- Education: Ph.D.
- Alma mater: St. Stephen’s College of Delhi University (B.A.), Jawaharlal Nehru University (M.A. and M.Phil.), Jamia Millia Islamia (Ph.D.)
- Occupations: Historian; writer; art curator; heritage conservator;
- Relatives: Madhulika Liddle (sister)

= Swapna Liddle =

Indian historian

Swapna Liddle is an Indian historian, author, art curator and heritage conservator based in Delhi.

==Education==
Liddle did her B.A. from St. Stephen’s College of Delhi University, M.A. and M.Phil. at the Centre for Historical Studies of Jawaharlal Nehru University, and Ph.D. from Jamia Millia Islamia.

==Career==
Liddle is known for her research of history of Delhi including its architecture and buildings, and food. Liddle is an art curator. She advocates people's participation to help preserve heritage. Liddle was the convener of the Delhi Chapter of Indian National Trust for Art and Cultural Heritage (INTACH) previously.

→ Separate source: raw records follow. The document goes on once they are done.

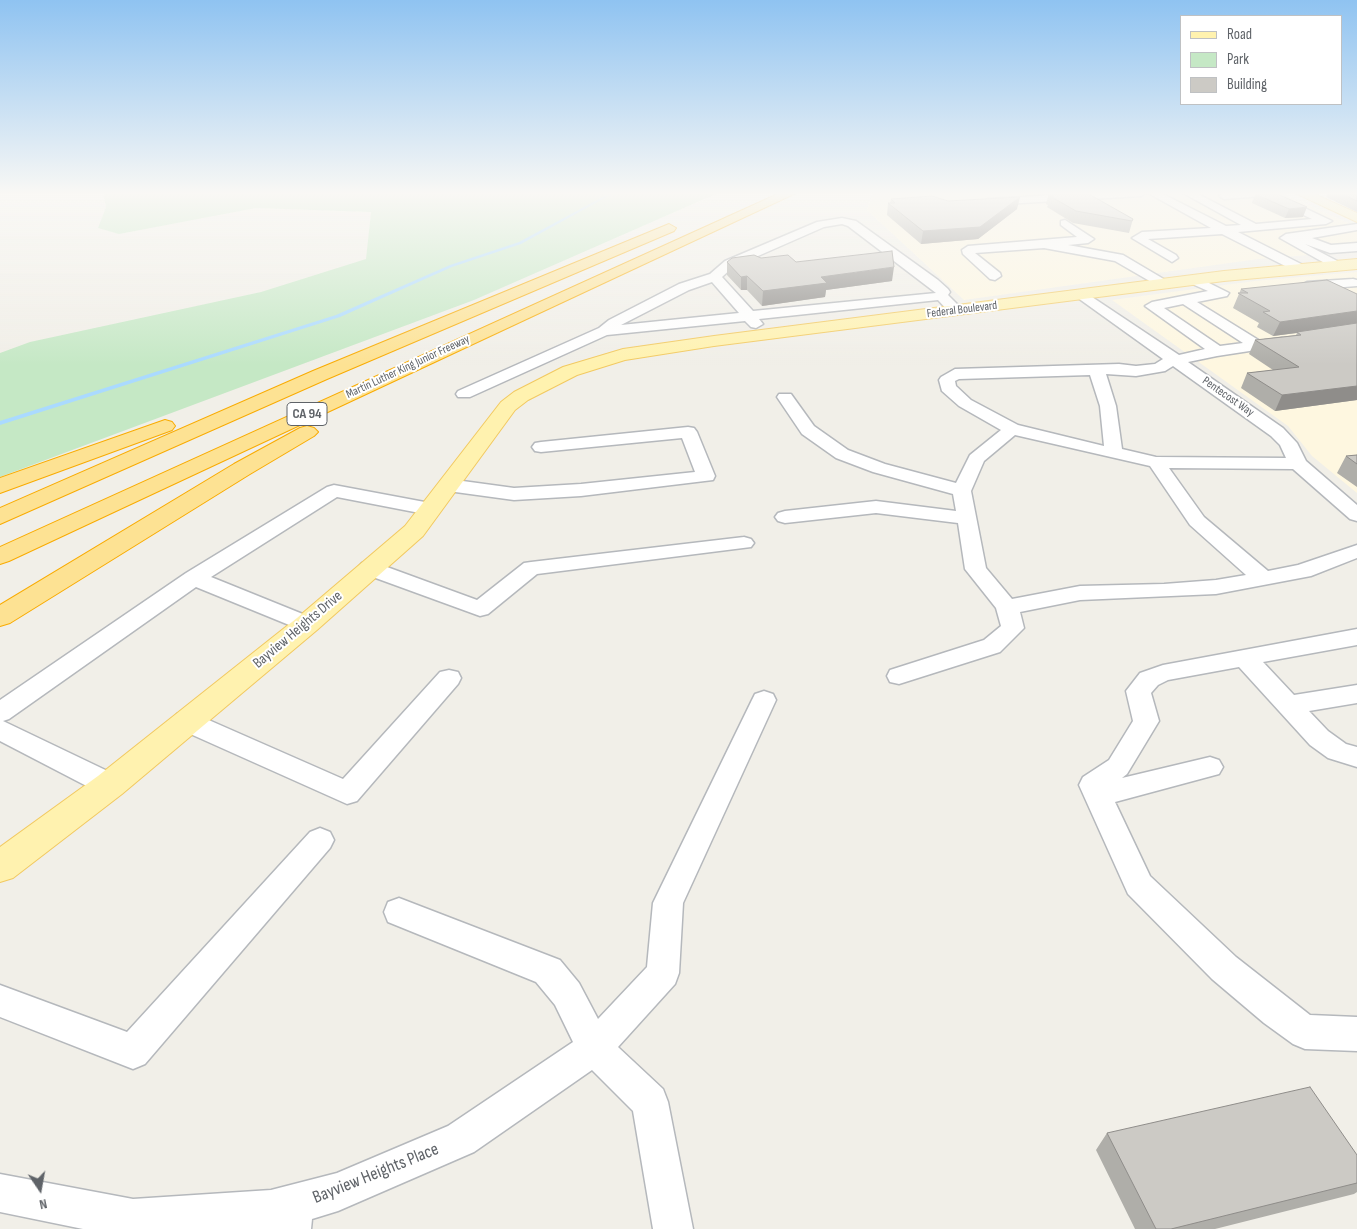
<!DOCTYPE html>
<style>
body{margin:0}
#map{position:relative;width:1357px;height:1229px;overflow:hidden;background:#f1efe8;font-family:"Sofia Sans Condensed",sans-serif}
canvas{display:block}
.legend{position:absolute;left:1180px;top:15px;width:162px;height:90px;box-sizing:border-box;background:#fff;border:1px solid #bfc1c3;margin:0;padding:6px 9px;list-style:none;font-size:15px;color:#5f6368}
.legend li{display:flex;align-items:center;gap:10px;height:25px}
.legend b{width:25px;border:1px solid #bfc1c3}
.north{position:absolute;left:15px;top:1164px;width:50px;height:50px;-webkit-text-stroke:4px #fff;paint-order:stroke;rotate:168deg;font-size:14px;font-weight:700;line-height:20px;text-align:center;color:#5f6368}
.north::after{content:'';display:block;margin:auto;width:18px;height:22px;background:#5f6368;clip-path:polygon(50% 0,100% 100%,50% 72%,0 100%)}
</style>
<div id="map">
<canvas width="1357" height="1229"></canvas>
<ul class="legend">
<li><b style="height:6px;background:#fff2af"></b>Road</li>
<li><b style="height:14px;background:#c5e8c5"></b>Park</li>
<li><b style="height:14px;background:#cccac5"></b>Building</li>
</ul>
<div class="north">N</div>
</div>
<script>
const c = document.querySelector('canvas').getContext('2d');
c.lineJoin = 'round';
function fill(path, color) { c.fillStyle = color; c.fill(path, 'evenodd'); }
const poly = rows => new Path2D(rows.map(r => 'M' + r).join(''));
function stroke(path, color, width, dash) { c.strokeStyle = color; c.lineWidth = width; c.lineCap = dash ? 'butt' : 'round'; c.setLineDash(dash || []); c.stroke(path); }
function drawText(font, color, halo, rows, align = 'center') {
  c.font = font + ' "Sofia Sans Condensed",sans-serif'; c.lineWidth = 4; c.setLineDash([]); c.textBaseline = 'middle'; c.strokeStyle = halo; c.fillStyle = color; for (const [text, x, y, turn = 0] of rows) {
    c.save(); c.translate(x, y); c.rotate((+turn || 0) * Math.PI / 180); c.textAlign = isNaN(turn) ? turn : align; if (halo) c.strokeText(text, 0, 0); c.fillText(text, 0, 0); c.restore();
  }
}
const commercial = poly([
 [873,193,1281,193,1357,227,1357,251,1258,259,964,300,867,210],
 [1357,272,1357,493,1312,456,1288,426,1112,300,1255,281]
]);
const green = poly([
 [103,193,718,193,474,300,0,477,0,353,30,342,261,292,366,259,371,212,256,208,119,234,98,228,106,207]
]);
const stream = poly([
 [610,193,614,193,521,244,452,267,340,317,0,425,0,421,336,315,450,265,519,242,610,193]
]);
const minor = poly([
 [1088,193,1146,193,1141,196,988,205,983,202,988,199,1088,193],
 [1148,193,1161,193,1226,226,1241,225,1183,193,1196,193,1256,224,1312,219,1263,196,1224,199,1219,196,1223,193,1273,193,1332,221,1326,224,1238,232,1305,266,1307,269,1305,272,1297,272,1222,234,1148,239,1176,255,1178,258,1172,262,1132,238,1142,232,1211,228,1148,193],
 [842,218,856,221,938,280,948,289,950,292,948,295,961,308,963,311,961,314,951,314,938,300,759,319,763,324,756,328,751,327,745,321,607,335,470,397,458,397,456,394,458,391,599,328,609,320,679,284,710,274,725,261,817,222,842,218],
 [842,224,848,226,936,293,753,311,722,277,733,267,824,227,842,224],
 [712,282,739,313,621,325,689,290,712,282],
 [1065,220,1094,239,1088,243,1068,245,1123,255,1172,284,1170,287,1160,287,1115,261,1044,248,975,253,1000,273,1001,276,995,280,990,279,963,254,962,250,968,246,1077,237,1061,225,1061,221,1065,220],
 [1357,224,1357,230,1312,238,1331,245,1357,243,1357,251,1330,253,1305,244,1341,263,1343,266,1337,270,1280,238,1286,234,1357,224],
 [1195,276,1229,293,1227,296,1197,302,1260,341,1282,338,1289,342,1282,346,1217,356,1188,362,1283,428,1297,443,1306,461,1357,505,1357,521,1350,519,1293,469,1169,468,1204,517,1268,571,1298,565,1357,545,1357,558,1311,576,1216,594,1080,600,1020,612,1024,628,1000,652,899,684,890,682,887,676,890,670,984,640,1001,626,996,608,965,569,958,523,876,513,785,523,778,521,775,517,778,513,785,511,876,501,956,511,953,494,873,472,836,458,802,434,777,397,779,394,791,394,814,426,848,450,885,464,956,483,970,455,1001,430,959,406,942,391,939,380,941,377,955,369,1119,364,1136,366,1155,364,1163,359,1078,298,1076,295,1078,292,1083,291,1179,355,1205,349,1145,306,1152,302,1208,291,1190,283,1188,280,1190,277,1195,276],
 [1183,304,1243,343,1220,346,1164,308,1183,304],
 [1173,366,1271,436,1280,445,1286,458,1156,457,1122,449,1116,406,1106,374,1136,376,1165,371,1173,366],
 [1090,375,1100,406,1104,446,1018,425,971,400,956,386,955,381,959,379,1090,375],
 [1015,435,1150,466,1190,525,1246,575,1216,580,1164,584,1080,586,1012,599,986,568,971,491,984,461,1015,435],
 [1353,279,1357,280,1357,286,1307,290,1300,286,1307,282,1353,279],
 [688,427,694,428,697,432,715,476,713,480,581,496,514,500,448,491,441,489,439,485,441,481,448,479,514,488,581,484,695,472,682,438,541,452,535,451,532,447,535,443,541,442,688,427],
 [334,485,430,503,437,505,440,509,437,513,430,515,337,497,211,577,315,619,318,624,315,629,307,631,299,629,196,587,9,719,3,721,120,777,124,785,120,793,110,796,100,793,0,741,0,700,186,573,327,487,334,485],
 [744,537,751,539,754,543,751,547,537,574,488,614,480,616,362,573,358,568,362,563,369,562,376,563,477,600,524,563,531,562,744,537],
 [1357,629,1357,645,1263,662,1294,695,1357,685,1357,703,1309,711,1328,731,1346,744,1357,747,1357,767,1328,758,1310,745,1239,667,1168,680,1158,685,1151,693,1159,721,1127,774,1122,778,1210,757,1219,760,1223,767,1219,774,1115,802,1150,876,1236,957,1310,1015,1357,1017,1357,1051,1305,1049,1293,1044,1264,1023,1212,979,1128,894,1079,785,1083,777,1109,760,1133,721,1126,691,1140,673,1163,665,1357,629],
 [449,670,458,672,461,678,458,684,357,801,347,804,177,728,173,721,177,714,186,712,195,714,343,779,440,672,449,670],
 [764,691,773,694,776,700,683,903,679,973,675,984,618,1047,663,1089,668,1102,693,1229,653,1229,633,1111,592,1070,474,1152,338,1211,312,1219,311,1229,83,1229,0,1212,0,1174,133,1199,271,1190,337,1173,448,1126,573,1042,555,1005,536,982,388,922,384,912,388,902,399,898,560,960,579,983,598,1019,647,967,653,903,752,700,755,694,764,691],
 [320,828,330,832,334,840,330,848,145,1064,133,1069,0,1017,0,985,127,1032,310,832,320,828]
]);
const major = poly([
 [1295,193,1312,193,1357,213,1357,222,1295,193],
 [1357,259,1357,269,1224,281,714,346,625,360,577,375,528,400,515,410,423,536,317,630,122,794,13,878,0,882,0,847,98,776,297,618,405,526,501,402,514,392,563,367,623,349,714,336,1224,271,1357,259]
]);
const highway = poly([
 [780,193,796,193,9,561,0,564,0,547,780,193],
 [669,224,676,228,674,231,327,379,0,524,0,508,313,371,669,224],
 [165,420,172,422,175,426,172,430,0,493,0,478,165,420],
 [307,426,314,428,318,432,314,436,250,474,10,623,0,626,0,605,234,464,300,428,307,426]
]);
const wall = poly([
 [1049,193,1133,219,1129,233,1073,223,1047,207,1048,205,1046,204],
 [1266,193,1303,217,1285,218,1252,203,1255,194],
 [1328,193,1357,193,1357,212,1326,197],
 [891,199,948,201,1017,209,978,239,921,244,887,215,888,203,890,203],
 [727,262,796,262,892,281,826,290,825,297,762,306,747,290,741,290,727,275],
 [1241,289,1357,294,1357,400,1275,411,1241,388,1247,373,1273,370,1249,354,1255,340,1296,335,1297,333,1273,336,1257,327,1259,323,1233,308],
 [1357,455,1357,487,1337,473,1346,456],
 [1107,1133,1357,1155,1357,1192,1354,1194,1215,1229,1135,1229,1096,1150]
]);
const shadedWall = poly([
 [1020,197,1017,209,978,239,921,244,923,231],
 [1307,207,1303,217,1285,218,1289,209],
 [894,267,892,281,826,290,825,297,762,306,763,291,821,277],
 [747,276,747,290,741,290,741,277],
 [1357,311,1357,325,1273,336,1280,322],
 [1357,386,1357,400,1275,411,1282,395]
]);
const building = poly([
 [1049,193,1087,193,1133,219,1132,221,1076,211,1050,196,1053,196,1049,193],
 [1266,193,1275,193,1307,207,1289,209,1255,194,1266,193],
 [1340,193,1357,193,1357,201,1340,193],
 [932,196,948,201,1020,197,980,227,923,231,888,203,895,203,891,199,932,196],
 [892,251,894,267,821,277,827,283,763,291,747,276,741,277,727,262,732,258,754,255,761,258,788,255,796,262,892,251],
 [1327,280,1357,294,1357,311,1280,322,1263,312,1270,311,1238,293,1248,293,1241,289,1327,280],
 [1357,323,1357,386,1282,395,1247,373,1299,367,1255,340,1301,335,1297,332,1357,323],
 [1357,455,1357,464,1346,456,1357,455],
 [1310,1087,1357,1155,1357,1183,1171,1229,1156,1229,1107,1133,1310,1087]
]);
const farStreetnames = [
 ["Federal Boulevard",962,310,-7],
 ["Martin Luther King Junior Freeway",408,367,-25],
 ["Pentecost Way",1228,397,35]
];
const shields = [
 [307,414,40]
];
const shieldNames = [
 ["CA 94",307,414]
];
const streetNames = [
 ["Bayview Heights Drive",298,630,-40]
];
const nearStreetnames = [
 ["Bayview Heights Place",376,1174,-22]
];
fill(commercial, '#fef7e0');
fill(green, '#c5e8c5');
fill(stream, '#aadaff');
stroke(minor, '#b5b8bc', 3);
stroke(major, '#f2c960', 2);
stroke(highway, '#f9ab00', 2);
fill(minor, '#fff');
fill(major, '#fff2af');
fill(highway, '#fde293');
fill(wall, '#afaea9');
fill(shadedWall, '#8f8d8a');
fill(building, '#cccac5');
stroke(building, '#8f8d8a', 1);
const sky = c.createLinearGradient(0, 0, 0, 365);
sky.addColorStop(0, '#8fc3f1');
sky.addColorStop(0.53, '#f9f8f5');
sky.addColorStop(1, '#f9f8f500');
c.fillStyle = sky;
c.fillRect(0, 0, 1357, 365);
drawText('12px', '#5f6368', '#fff', farStreetnames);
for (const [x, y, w] of shields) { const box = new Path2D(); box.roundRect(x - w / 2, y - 11.5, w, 23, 4); c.fillStyle = '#fff'; c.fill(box); stroke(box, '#5f6368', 1); }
drawText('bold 14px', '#5f6368', null, shieldNames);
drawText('15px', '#5f6368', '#fff', streetNames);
drawText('18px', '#5f6368', '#fff', nearStreetnames);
</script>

She contributed to The Delhi College: Traditional Elites, the Colonial State, and Education before 1857 and edited Sair-Ul-Manazil.

==Books==

- Shahjahanabad: Mapping a Mughal City, Chandni Chowk: The Mughal City of Old Delhi. Publisher: Roli Books.
- The Broken Script. Publisher: Speaking Tiger Books.
- Chandni Chowk: The Mughal City of Old Delhi. Publisher: Speaking Tiger Books.
- Connaught Place and the Making of New Delhi. Publisher: Speaking Tiger Books.
- Delhi: 14 Historic Walks. Publisher: Westland Books.
- Two Delhis, Old and New. Publisher: HarperCollins India.